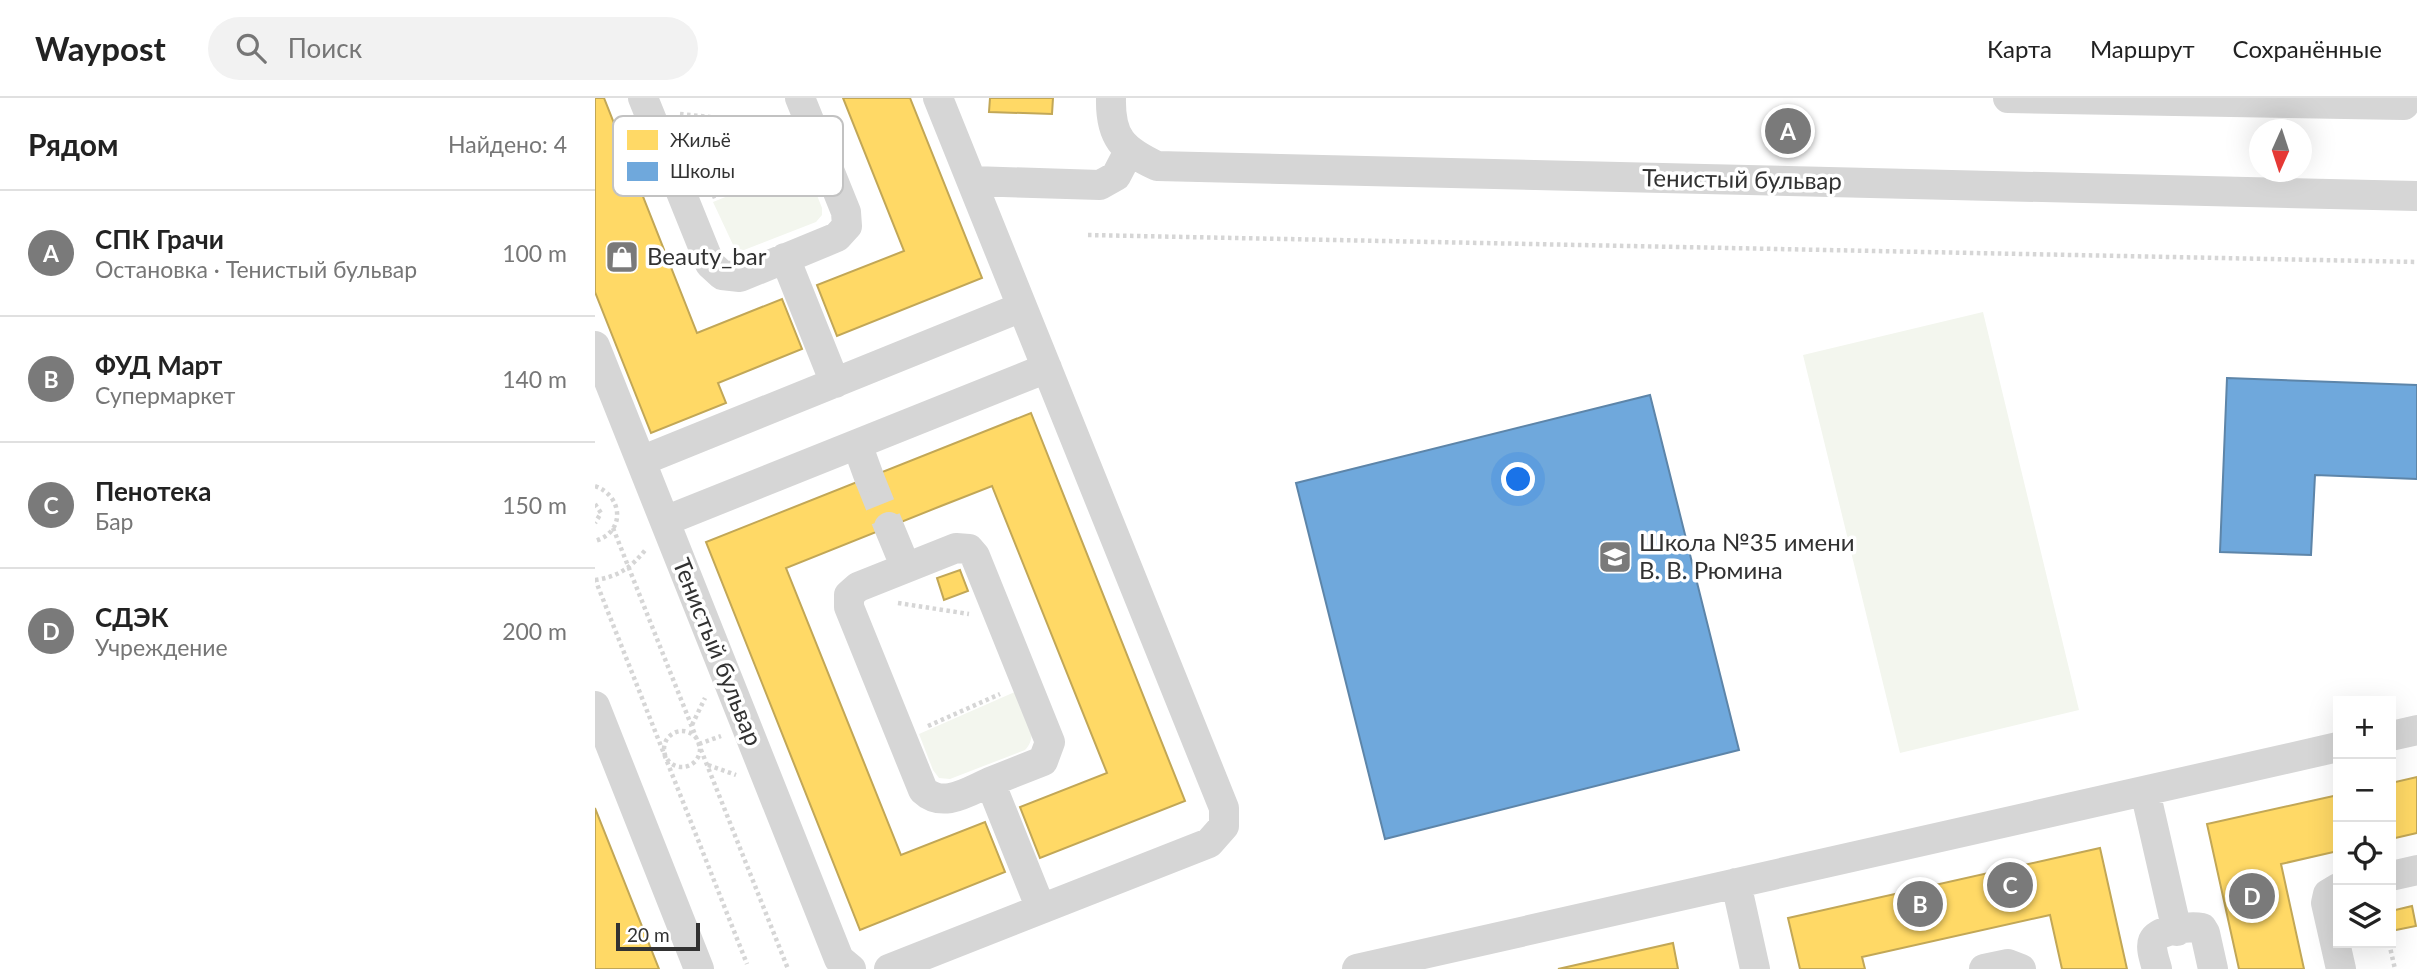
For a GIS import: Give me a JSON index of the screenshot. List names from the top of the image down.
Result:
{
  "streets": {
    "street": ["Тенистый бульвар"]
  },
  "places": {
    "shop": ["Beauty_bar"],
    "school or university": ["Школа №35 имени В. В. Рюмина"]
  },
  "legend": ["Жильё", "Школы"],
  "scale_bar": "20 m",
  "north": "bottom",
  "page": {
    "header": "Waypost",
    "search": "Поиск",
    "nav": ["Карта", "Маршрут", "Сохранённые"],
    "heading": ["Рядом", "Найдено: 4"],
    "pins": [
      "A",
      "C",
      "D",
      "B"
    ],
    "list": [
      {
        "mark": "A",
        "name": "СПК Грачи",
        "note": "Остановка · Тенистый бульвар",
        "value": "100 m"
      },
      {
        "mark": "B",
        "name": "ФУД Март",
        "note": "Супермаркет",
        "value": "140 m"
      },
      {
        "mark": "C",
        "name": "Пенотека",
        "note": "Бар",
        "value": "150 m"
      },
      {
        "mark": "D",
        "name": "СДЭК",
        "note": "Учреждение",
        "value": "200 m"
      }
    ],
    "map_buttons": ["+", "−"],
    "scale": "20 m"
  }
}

■ **Exercise description**
A bare number is required: the count of lines above with the string "Тенистый".

■ **Exercise output**
2